The Dow Chemical Company would like to thank and acknowledge the contributions of Freund-Vector Corporation, specifically Shawn Engels, for producing the drug-layered multiparticulates, which were used in these studies, in addition to equipment training and expertise with their GRANUREX^® Rotor Insert. The authors would also like to thank and acknowledge the contributions of Colorcon, Inc., specifically Raxit Mehta and Charlie Cunningham, for the provision of the SUGLETS^® multiparticulate sugar spheres, use of their GRANUREX Rotor Insert and stability testing equipment, as well as their study evaluating plasticizer impact on Tg. Finally, the contributions of Cody Schoener and Jason Folkenroth of Dow Pharma and Food Solutions, a business sector of The Dow Chemical Company, are also gratefully acknowledged.

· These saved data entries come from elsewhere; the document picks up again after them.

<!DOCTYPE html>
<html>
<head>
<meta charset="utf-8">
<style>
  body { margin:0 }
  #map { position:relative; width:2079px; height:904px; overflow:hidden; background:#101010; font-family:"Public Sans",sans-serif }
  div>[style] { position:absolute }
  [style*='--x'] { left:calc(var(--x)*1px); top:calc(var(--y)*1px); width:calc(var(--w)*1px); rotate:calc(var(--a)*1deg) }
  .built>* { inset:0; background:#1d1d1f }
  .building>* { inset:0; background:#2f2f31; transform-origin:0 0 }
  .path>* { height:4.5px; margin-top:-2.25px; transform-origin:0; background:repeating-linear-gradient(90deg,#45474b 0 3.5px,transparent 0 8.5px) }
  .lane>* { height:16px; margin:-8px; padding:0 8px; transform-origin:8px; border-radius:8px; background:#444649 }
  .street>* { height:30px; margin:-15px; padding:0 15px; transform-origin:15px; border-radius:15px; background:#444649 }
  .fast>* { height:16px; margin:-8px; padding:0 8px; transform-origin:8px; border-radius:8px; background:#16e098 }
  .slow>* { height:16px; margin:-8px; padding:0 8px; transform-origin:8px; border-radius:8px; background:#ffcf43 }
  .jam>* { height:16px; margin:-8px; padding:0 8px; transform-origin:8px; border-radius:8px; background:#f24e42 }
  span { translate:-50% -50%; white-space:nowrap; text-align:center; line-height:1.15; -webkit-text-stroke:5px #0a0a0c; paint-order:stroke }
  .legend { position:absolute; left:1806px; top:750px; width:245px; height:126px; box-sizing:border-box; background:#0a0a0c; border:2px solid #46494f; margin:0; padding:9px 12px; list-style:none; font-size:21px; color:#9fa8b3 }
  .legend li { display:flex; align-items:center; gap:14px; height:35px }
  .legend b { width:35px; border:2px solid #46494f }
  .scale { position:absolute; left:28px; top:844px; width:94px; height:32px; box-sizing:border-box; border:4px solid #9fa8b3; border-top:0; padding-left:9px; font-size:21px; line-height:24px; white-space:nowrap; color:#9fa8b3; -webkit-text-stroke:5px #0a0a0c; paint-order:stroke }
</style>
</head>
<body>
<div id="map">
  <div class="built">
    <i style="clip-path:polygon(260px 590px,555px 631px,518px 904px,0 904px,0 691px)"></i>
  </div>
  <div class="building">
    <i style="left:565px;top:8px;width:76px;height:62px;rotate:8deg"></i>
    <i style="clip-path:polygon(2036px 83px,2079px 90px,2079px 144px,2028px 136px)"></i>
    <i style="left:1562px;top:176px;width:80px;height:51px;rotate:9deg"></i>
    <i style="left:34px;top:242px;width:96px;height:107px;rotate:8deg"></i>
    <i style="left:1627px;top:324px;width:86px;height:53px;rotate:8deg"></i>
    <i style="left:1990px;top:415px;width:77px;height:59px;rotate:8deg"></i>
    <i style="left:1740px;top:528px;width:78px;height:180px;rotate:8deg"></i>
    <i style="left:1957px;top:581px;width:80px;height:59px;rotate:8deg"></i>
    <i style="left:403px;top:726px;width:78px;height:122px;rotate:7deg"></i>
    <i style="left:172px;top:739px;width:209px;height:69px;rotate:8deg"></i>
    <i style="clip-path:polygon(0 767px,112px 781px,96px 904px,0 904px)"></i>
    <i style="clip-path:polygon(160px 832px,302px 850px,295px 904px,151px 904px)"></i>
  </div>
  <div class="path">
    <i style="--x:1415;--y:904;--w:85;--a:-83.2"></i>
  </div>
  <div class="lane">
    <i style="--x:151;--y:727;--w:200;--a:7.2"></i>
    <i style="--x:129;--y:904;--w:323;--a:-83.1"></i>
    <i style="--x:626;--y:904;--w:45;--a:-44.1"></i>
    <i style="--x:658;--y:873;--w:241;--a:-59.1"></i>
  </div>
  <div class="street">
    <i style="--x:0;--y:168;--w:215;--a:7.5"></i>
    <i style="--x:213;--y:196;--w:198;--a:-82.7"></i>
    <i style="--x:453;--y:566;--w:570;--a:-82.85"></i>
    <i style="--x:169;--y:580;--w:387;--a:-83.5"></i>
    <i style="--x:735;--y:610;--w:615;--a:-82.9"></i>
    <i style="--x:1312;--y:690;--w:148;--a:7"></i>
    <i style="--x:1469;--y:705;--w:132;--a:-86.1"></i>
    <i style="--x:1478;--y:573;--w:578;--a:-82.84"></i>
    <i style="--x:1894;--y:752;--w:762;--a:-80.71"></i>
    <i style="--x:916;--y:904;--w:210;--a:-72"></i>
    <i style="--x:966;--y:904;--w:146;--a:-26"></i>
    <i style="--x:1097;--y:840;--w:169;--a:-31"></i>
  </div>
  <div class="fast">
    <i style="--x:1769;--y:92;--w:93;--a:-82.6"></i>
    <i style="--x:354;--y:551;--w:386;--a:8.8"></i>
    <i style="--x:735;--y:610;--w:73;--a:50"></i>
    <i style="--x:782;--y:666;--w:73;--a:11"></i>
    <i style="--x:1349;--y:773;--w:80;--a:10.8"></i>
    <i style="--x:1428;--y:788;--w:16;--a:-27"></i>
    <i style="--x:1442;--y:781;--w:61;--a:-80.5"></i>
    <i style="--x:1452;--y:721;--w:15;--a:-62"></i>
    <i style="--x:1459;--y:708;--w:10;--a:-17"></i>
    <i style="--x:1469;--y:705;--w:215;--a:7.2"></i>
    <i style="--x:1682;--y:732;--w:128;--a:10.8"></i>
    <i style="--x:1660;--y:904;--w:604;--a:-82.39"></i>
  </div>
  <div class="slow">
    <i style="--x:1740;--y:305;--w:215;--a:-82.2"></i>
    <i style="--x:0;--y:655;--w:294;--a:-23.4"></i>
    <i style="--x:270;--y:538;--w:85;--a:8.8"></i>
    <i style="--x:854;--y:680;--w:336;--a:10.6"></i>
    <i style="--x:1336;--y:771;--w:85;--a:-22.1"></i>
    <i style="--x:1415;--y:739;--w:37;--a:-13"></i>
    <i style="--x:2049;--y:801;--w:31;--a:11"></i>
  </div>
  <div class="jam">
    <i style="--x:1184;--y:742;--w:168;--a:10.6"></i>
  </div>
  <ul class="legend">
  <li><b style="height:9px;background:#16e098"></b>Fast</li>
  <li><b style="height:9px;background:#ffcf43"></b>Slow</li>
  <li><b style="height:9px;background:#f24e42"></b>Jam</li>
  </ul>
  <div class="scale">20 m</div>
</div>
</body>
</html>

Nick Grasman is the Applications Scientist for Dow Pharma and Food Solutions located in Midland, MI. He began his career at The Dow Chemical Company as an Analytical Chemist, supporting Dow Agrosciences, Dow Microbial Control, and Dow Pharma. He joined Dow Pharma and Food Solutions R&D in 2008 to support advances in modified release applications and solubility enhancement of poorly soluble drugs. In 2013, he took on his current role as the Technical Service Scientist for all pharmaceutical applications of the METHOCEL, ETHOCEL, POLYOX, AMBERLITE, DUOLITE, CARBOWAX, and AFFINISOL products in North America. He earned his BS in Chemistry from Hope College.

Paula Garcia Todd is the Global Marketing Manager for ETHOCEL, POLYOX, AMBERLITE, and DUOLITE used in pharmaceutical applications. She began her career at The Dow Chemical Company in 2004 as an API Process Engineer for Dowpharma manufacturing, having interned in this field at Merck & Co. She then joined the Dow Pharma & Food Solutions application R&D group and focused on developing new innovations based on customer needs. She then became a Pharmaceutical Customer Application Specialist, providing technical support to North and Latin American customers using Dow excipients and technologies. Following a year in a marketing research role, she moved on to her current marketing manager role. Ms. Todd earned her BS and MS in Chemical Engineering from the Pennsylvania State University; her Master’s thesis is focused on genetically engineering plants to produce therapeutic proteins.